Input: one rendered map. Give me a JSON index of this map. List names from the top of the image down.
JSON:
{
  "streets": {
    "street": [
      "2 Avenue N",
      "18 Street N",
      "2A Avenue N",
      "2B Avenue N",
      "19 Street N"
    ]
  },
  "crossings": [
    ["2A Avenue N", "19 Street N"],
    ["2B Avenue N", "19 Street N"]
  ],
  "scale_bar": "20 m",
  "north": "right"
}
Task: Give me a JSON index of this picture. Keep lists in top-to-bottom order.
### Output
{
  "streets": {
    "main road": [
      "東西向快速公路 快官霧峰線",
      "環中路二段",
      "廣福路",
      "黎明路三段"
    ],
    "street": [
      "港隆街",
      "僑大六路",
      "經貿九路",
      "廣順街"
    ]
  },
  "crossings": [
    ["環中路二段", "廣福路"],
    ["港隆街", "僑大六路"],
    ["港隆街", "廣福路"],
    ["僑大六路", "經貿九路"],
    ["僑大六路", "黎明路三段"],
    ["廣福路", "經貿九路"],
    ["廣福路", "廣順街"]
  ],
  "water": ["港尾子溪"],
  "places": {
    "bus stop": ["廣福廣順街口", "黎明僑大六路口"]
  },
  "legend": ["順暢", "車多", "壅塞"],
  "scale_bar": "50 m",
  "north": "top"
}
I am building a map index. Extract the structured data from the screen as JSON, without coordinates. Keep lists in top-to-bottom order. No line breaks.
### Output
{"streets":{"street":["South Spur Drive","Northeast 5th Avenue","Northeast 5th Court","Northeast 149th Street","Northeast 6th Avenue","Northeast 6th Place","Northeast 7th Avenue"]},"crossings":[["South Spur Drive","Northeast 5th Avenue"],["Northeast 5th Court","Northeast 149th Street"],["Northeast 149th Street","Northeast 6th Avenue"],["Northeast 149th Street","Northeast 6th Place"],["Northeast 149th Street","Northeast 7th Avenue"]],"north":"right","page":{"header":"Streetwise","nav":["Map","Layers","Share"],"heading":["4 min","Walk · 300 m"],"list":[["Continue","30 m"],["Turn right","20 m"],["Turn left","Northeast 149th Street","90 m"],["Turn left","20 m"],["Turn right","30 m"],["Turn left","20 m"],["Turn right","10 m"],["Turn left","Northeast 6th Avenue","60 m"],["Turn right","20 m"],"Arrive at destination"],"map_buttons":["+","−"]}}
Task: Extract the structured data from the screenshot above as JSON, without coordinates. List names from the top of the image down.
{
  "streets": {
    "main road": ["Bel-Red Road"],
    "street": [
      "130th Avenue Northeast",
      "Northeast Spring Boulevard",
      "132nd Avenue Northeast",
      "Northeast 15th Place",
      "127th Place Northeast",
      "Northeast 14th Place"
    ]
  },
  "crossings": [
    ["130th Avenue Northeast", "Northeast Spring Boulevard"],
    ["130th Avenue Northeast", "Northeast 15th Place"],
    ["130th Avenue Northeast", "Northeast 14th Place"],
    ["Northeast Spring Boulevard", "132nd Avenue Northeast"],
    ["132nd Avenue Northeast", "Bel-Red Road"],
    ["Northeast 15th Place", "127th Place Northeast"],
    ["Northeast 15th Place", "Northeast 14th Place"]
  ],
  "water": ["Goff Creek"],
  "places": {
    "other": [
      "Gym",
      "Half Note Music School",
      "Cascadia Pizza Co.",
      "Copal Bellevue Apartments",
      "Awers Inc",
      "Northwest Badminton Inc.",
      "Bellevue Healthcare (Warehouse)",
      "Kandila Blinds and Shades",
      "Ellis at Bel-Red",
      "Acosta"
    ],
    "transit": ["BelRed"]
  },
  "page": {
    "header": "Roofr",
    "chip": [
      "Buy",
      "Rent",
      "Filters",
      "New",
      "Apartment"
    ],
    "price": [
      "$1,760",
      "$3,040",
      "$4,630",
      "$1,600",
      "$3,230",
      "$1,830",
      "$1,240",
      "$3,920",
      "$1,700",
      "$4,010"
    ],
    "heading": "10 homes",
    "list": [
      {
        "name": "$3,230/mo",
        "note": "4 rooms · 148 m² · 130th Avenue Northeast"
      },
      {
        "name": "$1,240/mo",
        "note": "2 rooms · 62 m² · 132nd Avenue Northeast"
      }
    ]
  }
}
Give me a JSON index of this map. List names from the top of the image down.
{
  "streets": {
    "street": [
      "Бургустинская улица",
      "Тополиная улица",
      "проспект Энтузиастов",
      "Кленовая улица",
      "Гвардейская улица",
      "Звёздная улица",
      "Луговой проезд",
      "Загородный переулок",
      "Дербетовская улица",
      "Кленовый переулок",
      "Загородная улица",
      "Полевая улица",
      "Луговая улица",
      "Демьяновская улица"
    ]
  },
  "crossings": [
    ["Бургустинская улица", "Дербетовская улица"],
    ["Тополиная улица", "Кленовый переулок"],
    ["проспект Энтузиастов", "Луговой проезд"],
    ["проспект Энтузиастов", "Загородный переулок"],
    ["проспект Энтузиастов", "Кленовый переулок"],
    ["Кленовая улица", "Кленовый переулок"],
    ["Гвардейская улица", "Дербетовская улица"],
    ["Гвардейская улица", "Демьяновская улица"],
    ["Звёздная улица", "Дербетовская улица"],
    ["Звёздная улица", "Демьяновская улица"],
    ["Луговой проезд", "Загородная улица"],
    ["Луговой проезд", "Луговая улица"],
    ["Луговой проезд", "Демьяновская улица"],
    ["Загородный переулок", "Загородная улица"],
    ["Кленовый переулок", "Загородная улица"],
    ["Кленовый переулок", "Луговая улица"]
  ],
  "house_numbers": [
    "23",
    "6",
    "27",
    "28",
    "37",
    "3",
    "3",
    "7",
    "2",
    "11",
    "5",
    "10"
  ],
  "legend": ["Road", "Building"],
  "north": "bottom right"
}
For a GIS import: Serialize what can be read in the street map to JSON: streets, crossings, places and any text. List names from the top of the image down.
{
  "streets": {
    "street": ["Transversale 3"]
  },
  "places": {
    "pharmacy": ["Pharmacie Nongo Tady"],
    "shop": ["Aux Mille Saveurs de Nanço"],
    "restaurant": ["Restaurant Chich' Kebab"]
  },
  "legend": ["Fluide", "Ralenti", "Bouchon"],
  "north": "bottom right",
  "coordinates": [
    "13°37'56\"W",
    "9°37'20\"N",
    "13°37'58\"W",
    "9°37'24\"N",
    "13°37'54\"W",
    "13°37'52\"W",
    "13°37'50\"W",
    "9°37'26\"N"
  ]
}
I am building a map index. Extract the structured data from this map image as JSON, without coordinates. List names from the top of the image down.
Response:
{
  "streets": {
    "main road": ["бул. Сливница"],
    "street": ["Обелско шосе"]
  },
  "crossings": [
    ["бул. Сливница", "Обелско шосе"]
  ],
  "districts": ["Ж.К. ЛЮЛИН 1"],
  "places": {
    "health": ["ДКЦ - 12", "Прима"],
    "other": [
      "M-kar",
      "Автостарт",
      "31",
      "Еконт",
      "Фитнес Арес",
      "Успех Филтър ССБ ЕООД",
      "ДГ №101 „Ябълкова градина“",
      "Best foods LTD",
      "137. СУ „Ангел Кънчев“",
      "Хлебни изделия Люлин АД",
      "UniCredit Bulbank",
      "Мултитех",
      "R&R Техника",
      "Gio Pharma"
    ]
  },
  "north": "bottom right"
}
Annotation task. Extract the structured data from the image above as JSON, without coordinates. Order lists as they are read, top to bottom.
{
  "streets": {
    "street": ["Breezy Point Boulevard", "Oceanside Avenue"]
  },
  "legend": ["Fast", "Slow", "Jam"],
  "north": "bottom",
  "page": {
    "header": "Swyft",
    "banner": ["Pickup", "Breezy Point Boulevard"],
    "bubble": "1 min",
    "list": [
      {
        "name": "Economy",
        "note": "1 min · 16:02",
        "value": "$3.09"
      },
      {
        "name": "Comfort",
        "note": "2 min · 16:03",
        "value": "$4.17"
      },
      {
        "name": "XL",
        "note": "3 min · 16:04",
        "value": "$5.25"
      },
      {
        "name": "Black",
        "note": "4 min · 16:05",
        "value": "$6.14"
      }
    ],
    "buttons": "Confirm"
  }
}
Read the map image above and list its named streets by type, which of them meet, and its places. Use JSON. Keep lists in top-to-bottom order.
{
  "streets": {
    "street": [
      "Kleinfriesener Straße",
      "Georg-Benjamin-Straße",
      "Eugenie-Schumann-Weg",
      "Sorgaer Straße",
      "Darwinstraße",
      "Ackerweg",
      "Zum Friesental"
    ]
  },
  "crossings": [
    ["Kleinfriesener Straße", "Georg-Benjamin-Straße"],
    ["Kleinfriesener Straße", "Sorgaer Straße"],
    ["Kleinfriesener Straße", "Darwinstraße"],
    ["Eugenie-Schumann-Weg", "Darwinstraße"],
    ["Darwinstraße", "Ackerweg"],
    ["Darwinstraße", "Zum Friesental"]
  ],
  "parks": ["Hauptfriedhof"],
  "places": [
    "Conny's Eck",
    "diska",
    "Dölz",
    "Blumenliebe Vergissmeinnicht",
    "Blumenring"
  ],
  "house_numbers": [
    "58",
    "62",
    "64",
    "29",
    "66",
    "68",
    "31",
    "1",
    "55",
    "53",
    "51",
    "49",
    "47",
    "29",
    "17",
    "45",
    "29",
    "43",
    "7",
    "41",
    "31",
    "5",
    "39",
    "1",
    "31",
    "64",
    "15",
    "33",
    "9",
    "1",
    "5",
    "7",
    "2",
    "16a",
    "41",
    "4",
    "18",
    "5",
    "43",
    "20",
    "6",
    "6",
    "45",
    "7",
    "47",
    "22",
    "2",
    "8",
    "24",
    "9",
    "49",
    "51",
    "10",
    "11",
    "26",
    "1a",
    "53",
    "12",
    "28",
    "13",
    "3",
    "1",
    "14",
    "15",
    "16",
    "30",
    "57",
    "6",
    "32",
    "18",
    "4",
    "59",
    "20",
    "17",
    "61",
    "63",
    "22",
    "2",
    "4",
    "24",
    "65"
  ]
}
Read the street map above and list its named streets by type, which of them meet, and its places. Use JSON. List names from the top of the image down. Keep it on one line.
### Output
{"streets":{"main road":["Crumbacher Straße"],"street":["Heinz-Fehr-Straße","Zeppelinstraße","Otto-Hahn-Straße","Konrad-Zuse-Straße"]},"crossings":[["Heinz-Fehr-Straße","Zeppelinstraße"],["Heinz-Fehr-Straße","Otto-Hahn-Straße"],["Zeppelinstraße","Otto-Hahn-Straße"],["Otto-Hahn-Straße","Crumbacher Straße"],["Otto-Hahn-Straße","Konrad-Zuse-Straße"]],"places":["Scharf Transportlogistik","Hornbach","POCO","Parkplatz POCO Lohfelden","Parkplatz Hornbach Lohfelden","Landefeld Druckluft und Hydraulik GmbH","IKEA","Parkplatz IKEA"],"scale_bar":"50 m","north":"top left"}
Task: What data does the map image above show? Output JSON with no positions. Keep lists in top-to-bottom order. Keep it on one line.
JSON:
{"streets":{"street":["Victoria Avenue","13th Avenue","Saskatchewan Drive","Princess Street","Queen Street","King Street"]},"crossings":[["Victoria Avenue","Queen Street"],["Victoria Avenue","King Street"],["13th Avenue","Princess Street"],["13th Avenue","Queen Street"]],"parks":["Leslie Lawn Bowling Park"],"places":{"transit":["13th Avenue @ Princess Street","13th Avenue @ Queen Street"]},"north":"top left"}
══════════════════════════════
-- Exercise prompt --
Look through the entries above, and wherever a line holds the word "bottom", copy it.

-- Exercise result --
Task: Give me a JSON index of this picture. Keep lists in top-to-bottom order.
I am building a map index. Extract the structured data from the screen as JSON, without coordinates. Keep lists in top-to-bottom order. No line breaks.
  "north": "bottom right"
  "north": "bottom right",
  "north": "bottom right"
Annotation task. Extract the structured data from the image above as JSON, without coordinates. Order lists as they are read, top to bottom.
  "north": "bottom",
Read the map image above and list its named streets by type, which of them meet, and its places. Use JSON. Keep lists in top-to-bottom order.
Task: What data does the map image above show? Output JSON with no positions. Keep lists in top-to-bottom order. Keep it on one line.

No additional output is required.